Tailorable metal–organic framework based thin film nanocomposite membrane for lithium recovery from wasted batteries

This paper presents a tailorable method for the preparation of hierarchically structured membranes for efficient lithium recovery. Firstly, a metal–organic framework (MOF), namely MIL-101 (Cr), is grafted with different ionic liquids (ILs) onto its coordinate unsaturated site (CUS). The modified MOF (IL-MOF) is then used as nanoparticles to fabricate the flexible hydrophilic polyvinylidene fluoride (PVDF) based thin film nanocomposite (TFN) membrane. Secondly, comprehensive characterizations of both the nanoparticle and the IL-MOF based TFN membrane are carried out.

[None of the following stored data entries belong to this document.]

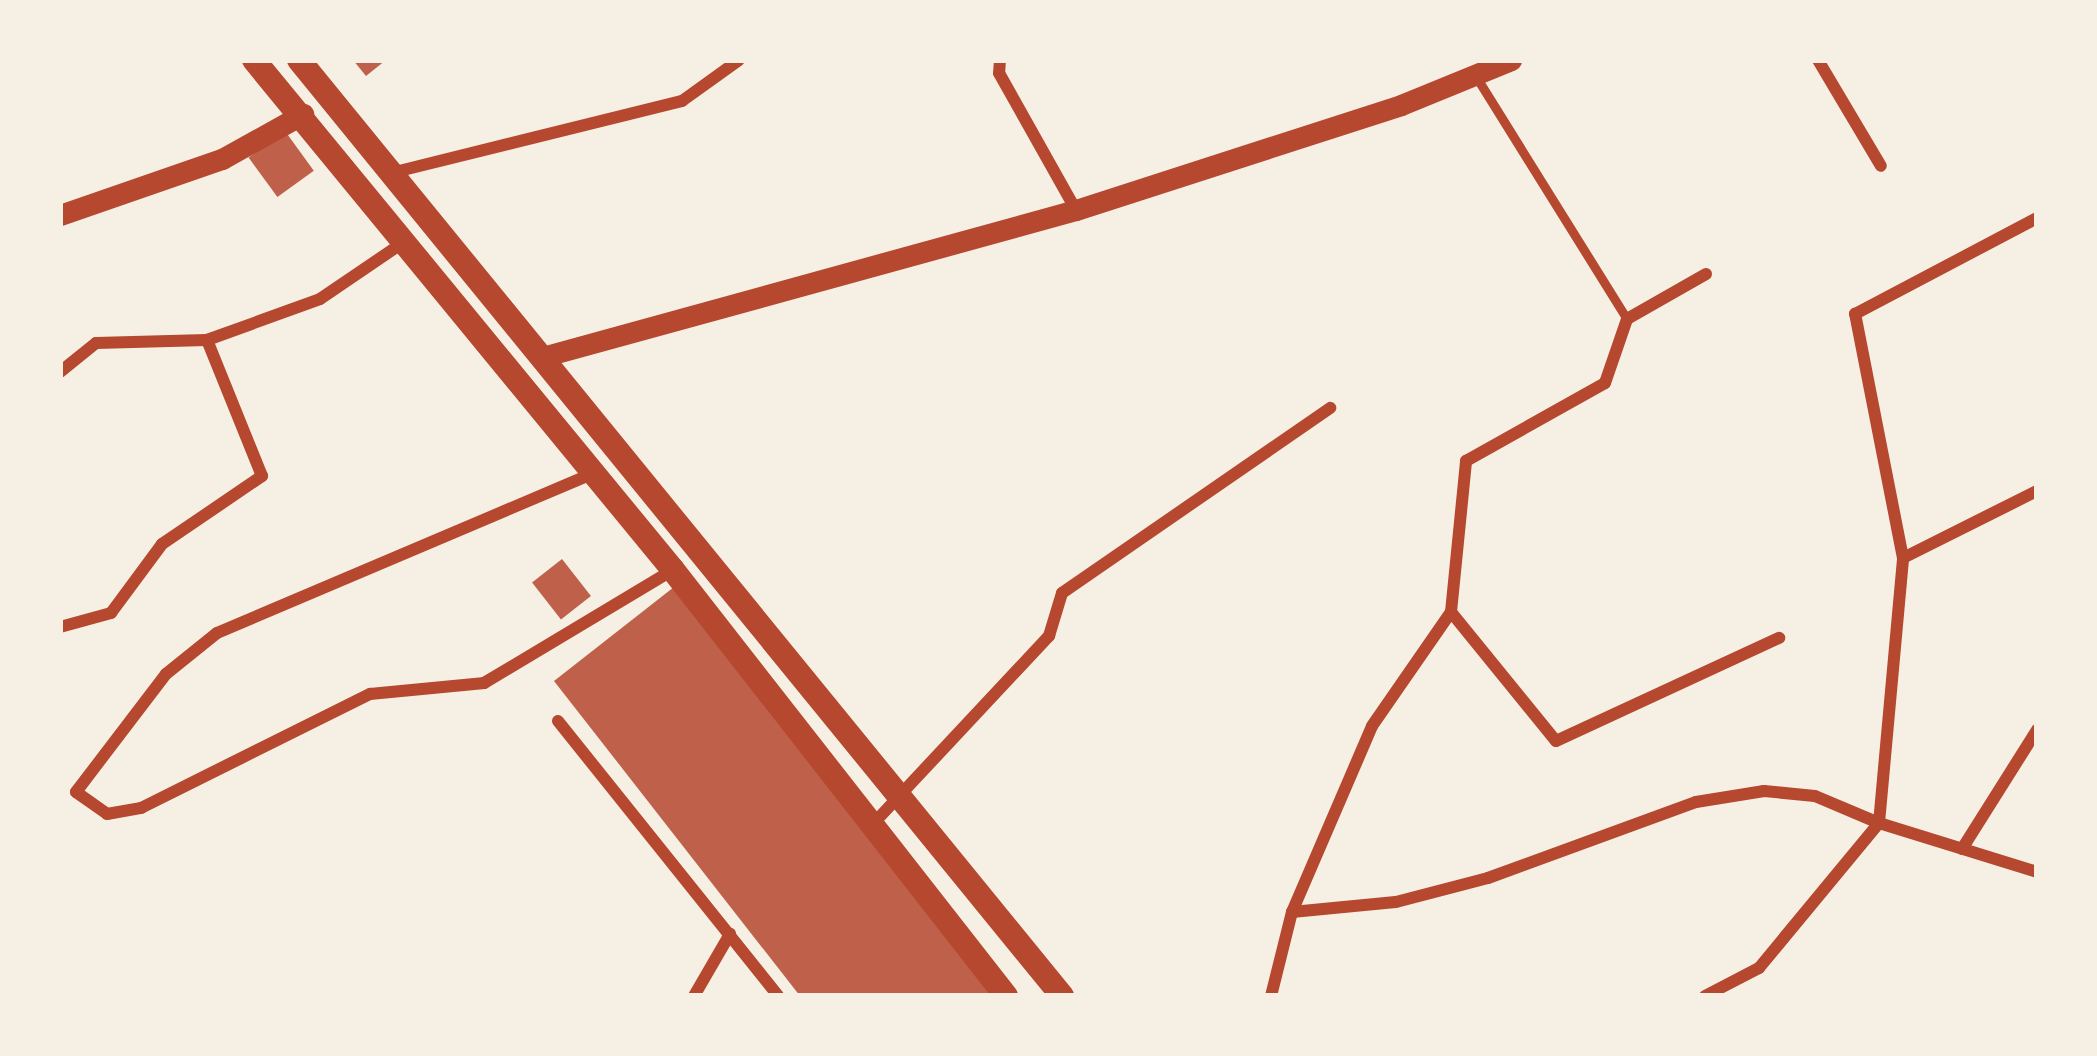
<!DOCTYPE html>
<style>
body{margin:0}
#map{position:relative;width:2097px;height:1056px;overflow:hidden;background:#f6efe4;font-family:Rubik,sans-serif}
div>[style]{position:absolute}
.building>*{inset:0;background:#bf614a;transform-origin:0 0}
.service>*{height:9px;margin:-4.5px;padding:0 4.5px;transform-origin:4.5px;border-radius:4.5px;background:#b5482f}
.minor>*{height:12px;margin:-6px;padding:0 6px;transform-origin:6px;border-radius:6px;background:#b5482f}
.tertiary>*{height:21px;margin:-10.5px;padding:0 10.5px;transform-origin:10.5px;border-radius:10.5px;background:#b5482f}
.secondary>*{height:24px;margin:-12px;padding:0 12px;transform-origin:12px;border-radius:12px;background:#b5482f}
span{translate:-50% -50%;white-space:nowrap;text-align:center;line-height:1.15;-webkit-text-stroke:10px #f6efe4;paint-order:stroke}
.frame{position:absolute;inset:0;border:63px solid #f6efe4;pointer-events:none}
</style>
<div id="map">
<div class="building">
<div style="clip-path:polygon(353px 60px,386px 60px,366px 76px)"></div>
<div style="left:285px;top:131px;width:49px;height:45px;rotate:54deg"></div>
<div style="left:562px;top:559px;width:47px;height:38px;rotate:52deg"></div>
<div style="clip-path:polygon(674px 587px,994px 996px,800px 996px,554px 681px)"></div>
</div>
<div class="service">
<div style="left:1475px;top:75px;width:287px;rotate:58.1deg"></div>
</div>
<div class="minor">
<div style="left:1000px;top:60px;width:13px;rotate:94deg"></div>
<div style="left:999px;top:73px;width:157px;rotate:60.7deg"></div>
<div style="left:1818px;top:60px;width:123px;rotate:59.3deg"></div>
<div style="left:395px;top:172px;width:296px;rotate:-13.9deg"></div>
<div style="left:682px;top:101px;width:70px;rotate:-35.7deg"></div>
<div style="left:60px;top:372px;width:46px;rotate:-38.9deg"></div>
<div style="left:96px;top:343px;width:111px;rotate:-1.5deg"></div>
<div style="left:1903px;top:558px;width:150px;rotate:-26.6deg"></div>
<div style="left:1451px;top:612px;width:166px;rotate:50.9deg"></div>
<div style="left:1556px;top:741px;width:246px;rotate:-24.8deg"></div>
<div style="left:60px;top:627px;width:53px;rotate:-15.4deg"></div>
<div style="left:111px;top:613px;width:86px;rotate:-53.5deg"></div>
<div style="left:162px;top:544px;width:121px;rotate:-34.2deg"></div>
<div style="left:262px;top:476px;width:147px;rotate:-112deg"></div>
<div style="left:207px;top:340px;width:120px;rotate:-19.9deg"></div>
<div style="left:320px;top:299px;width:102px;rotate:-34.2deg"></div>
<div style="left:558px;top:721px;width:352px;rotate:51.3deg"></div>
<div style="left:76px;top:792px;width:38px;rotate:35deg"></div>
<div style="left:107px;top:814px;width:35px;rotate:-10deg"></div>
<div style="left:141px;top:808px;width:256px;rotate:-26.5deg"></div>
<div style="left:370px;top:694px;width:115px;rotate:-5.5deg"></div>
<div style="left:484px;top:683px;width:220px;rotate:-30.9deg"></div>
<div style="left:76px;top:792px;width:148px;rotate:-52.7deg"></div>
<div style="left:166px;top:674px;width:65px;rotate:-38.8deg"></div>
<div style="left:217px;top:633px;width:406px;rotate:-23deg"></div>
<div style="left:873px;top:824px;width:258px;rotate:-46.9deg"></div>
<div style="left:1049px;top:636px;width:45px;rotate:-73.2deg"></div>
<div style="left:1062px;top:593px;width:326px;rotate:-34.6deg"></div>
<div style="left:1962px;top:849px;width:141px;rotate:-57.8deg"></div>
<div style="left:1292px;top:912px;width:104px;rotate:-5.5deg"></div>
<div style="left:1396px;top:902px;width:95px;rotate:-14.6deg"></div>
<div style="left:1488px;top:878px;width:221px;rotate:-20.1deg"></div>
<div style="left:1696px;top:802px;width:69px;rotate:-9.2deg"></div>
<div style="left:1764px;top:791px;width:51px;rotate:5.6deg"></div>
<div style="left:1815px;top:796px;width:69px;rotate:22.9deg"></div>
<div style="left:1879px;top:823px;width:266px;rotate:-84.8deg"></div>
<div style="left:1903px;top:558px;width:249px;rotate:-101.1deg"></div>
<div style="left:1855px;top:314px;width:206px;rotate:-27.8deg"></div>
<div style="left:694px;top:996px;width:72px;rotate:-59.9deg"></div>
<div style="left:1271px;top:996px;width:87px;rotate:-76deg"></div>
<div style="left:1292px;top:912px;width:202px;rotate:-66.7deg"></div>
<div style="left:1372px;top:726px;width:139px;rotate:-55.3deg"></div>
<div style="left:1451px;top:612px;width:152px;rotate:-84.3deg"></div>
<div style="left:1466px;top:461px;width:159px;rotate:-29.3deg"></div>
<div style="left:1605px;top:383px;width:68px;rotate:-71deg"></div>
<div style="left:1627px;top:319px;width:91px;rotate:-29.7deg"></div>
<div style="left:1705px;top:996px;width:61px;rotate:-27.4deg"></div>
<div style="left:1759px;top:968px;width:188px;rotate:-50.4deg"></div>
<div style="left:1879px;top:823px;width:165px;rotate:17.2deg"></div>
</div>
<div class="tertiary">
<div style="left:60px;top:215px;width:171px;rotate:-19.1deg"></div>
<div style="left:222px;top:159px;width:93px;rotate:-29.1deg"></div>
<div style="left:542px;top:357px;width:554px;rotate:-15.39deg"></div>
<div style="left:1076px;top:210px;width:342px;rotate:-17.9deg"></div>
<div style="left:1401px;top:105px;width:119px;rotate:-22.2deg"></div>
</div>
<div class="secondary">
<div style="left:254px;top:60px;width:660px;rotate:50.59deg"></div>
<div style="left:673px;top:570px;width:541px;rotate:51.99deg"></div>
<div style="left:299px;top:60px;width:1208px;rotate:50.81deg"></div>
</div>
<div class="frame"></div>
</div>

Thirdly, lithium recovery is performed experimentally using simulated lithium-ion batteries (LIBs) leaching solution with the as-synthesized membrane. The first order ageing test of TFN membrane is conducted by MOF detachment tendency investigation and ILs leaching tendency evaluation. The results show that IL-MOF nanoparticles have a significant effect on lithium recovery. Compared with the original membrane, the IL-MOF-TFN membrane exhibits a fourfold lithium selectivity enhancement for $S_{{\mathrm{Li}}^{+},{\mathrm{Mn}}^{2+}}$ (from 1.73 to 8.91), $S_{{\mathrm{Li}}^{+},{\mathrm{Co}}^{2+}}$ (from 1.75 to 9.94) and $S_{{\mathrm{Li}}^{+},{\mathrm{Ni}}^{2+}}$ (from 1.69 to 10.09), as well as improved regeneration behavior, permeability (up to 45.0 L/(m²·h·bar)) and antifouling performance (flux recovery rate FRR up to 96.39 %). It is found that 98.9 % of the lithium was recovered from the feed solution over five repeated filtration cycles with maintained membrane integrity. This work highlights the advances in the design, modification and integration of MOFs into mechanically and chemically stable membrane technology for lithium recovery.